I wonder, are you using macOS? I've spotted the same issue presenting for another tool GoogleCloudPlatform/gsutil#961. The consensus seems to be that the combination of multiprocessing, python3.8 and macOS can lead to this (with gsutil, anyway).
If you are using macOS, can you try to run the demo again using a conda env with python 3.9 to see if the issue persists?

Another thing to try (either with python 3.8 or 3.9), as you are using a conda env, you might need to run pip install buildtools after activating it, and before running pip install peaks2utr. I believe some of the peaks2utr dependencies (such as MACS2) were failing to install due to the lack of buildtools. If this works for you, I'll add a note in the README.

Thanks @haessar

Indeed I'm using macOS. Sorry for forgetting to mention this.
May I know if preferably it should be run on a linux-based machine?

I just tried to re-install by following the additional step (pip install buildtools) before installing peaks2utr. I also replaced Python with version 3.9 (3.9.16) this time. (I'm still trying with my macOS device though.)
But sadly I still got the error message (at the same step).

The error messages are exactly the same as the previous ones.

Yes it's only been tested on Linux systems, and not on macOS (perhaps I should add that info to the README). If you need to continue using mac, can you try cloning the source code, and adding
multiprocessing.set_start_method("fork")
near the top of utils.py.
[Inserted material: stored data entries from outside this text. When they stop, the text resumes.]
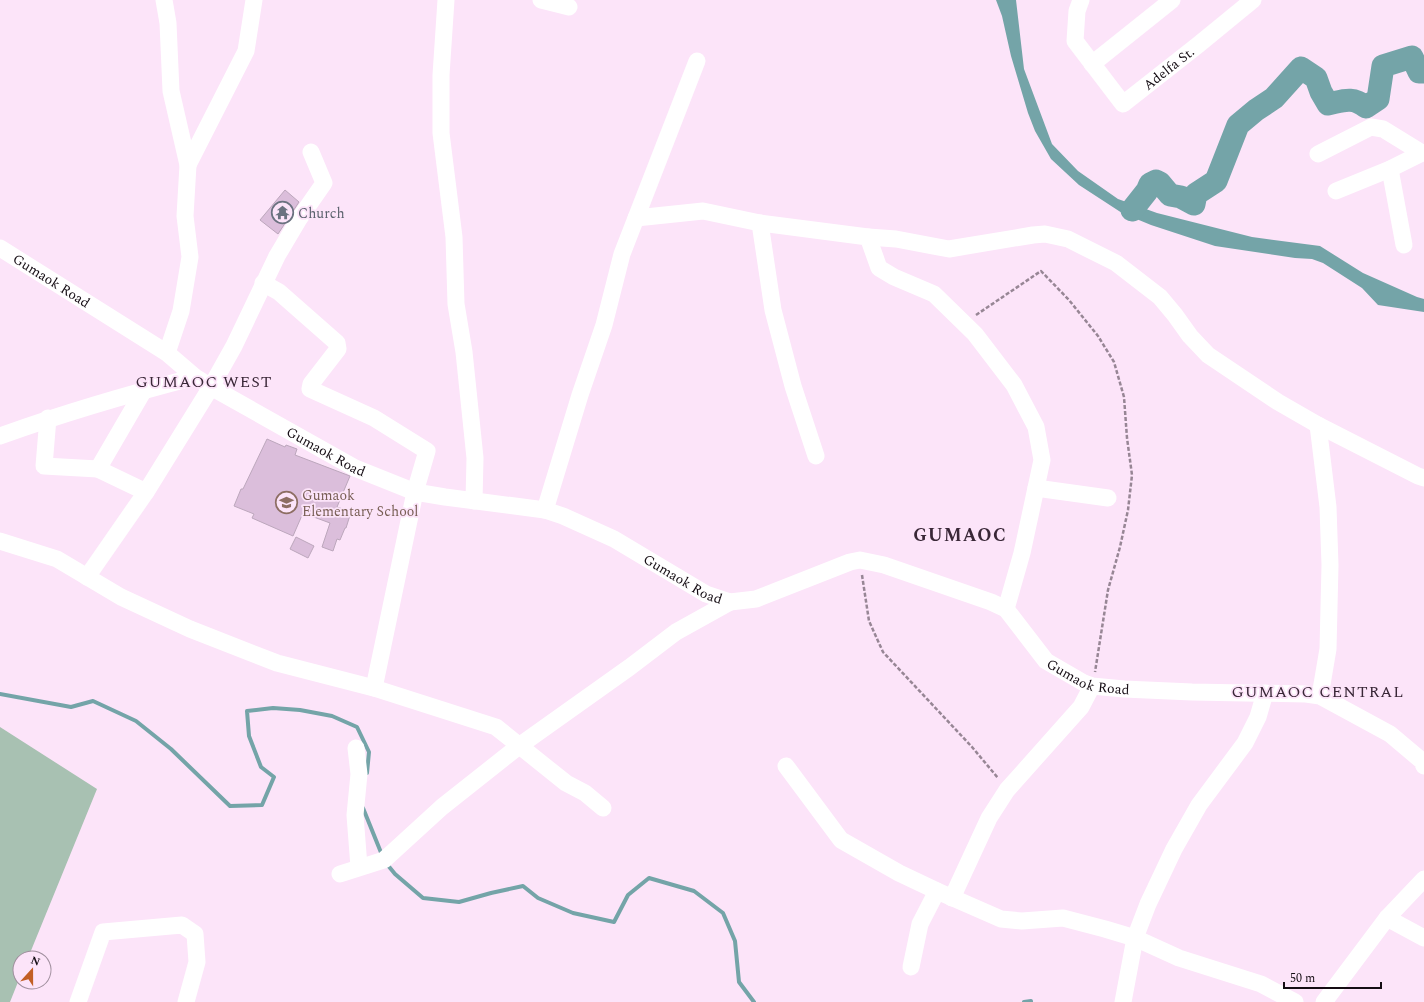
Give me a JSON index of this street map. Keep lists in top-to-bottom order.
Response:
{
  "streets": {
    "street": ["Adelfa St.", "Gumaok Road"]
  },
  "districts": ["GUMAOC WEST", "GUMAOC", "GUMAOC CENTRAL"],
  "places": {
    "temple": ["Church"],
    "school or university": ["Gumaok Elementary School"]
  },
  "scale_bar": "50 m",
  "north": "top"
}
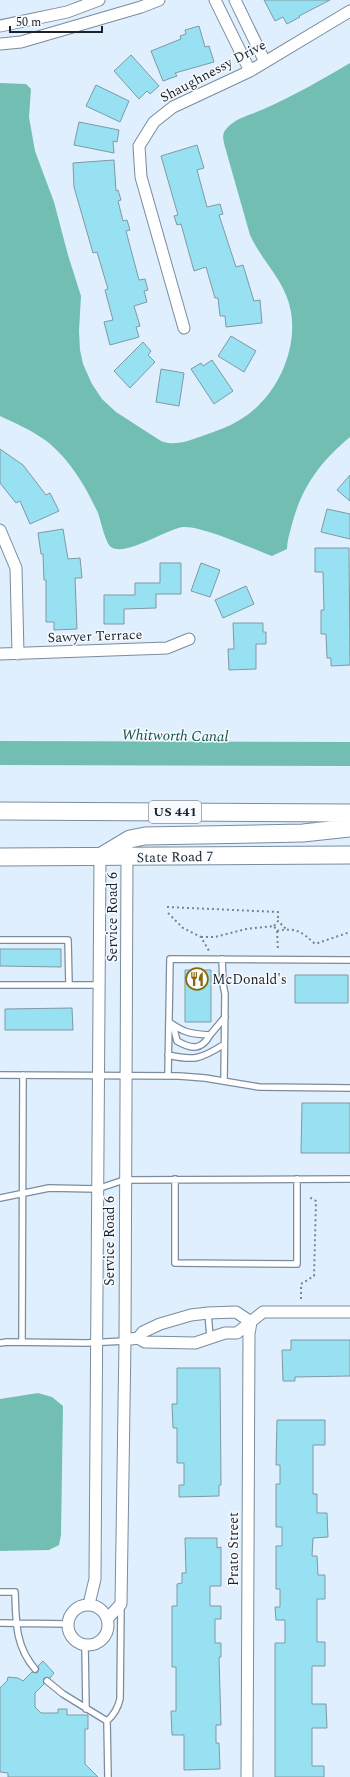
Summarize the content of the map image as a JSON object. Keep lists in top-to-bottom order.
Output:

Then build and install as described here https://github.com/haessar/peaks2utr#installation.

(from https://stackoverflow.com/a/73902878/6683132)

Thank you so much @haessar

I tried to run the example code on my local (macOS) device just because my own mapped BAM files have all been transferred from the Linux server to my local harddisks.

I just tried to execute the example run on my Linux server and it worked perfectly fine! So the problem on my side was really because I was using macOS instead of a Linux system.

And thanks so much for your advice on the additional multiprocessing code. I guess it would be useful to specify which line to add to the file instead of simply stating "near the top" of that file.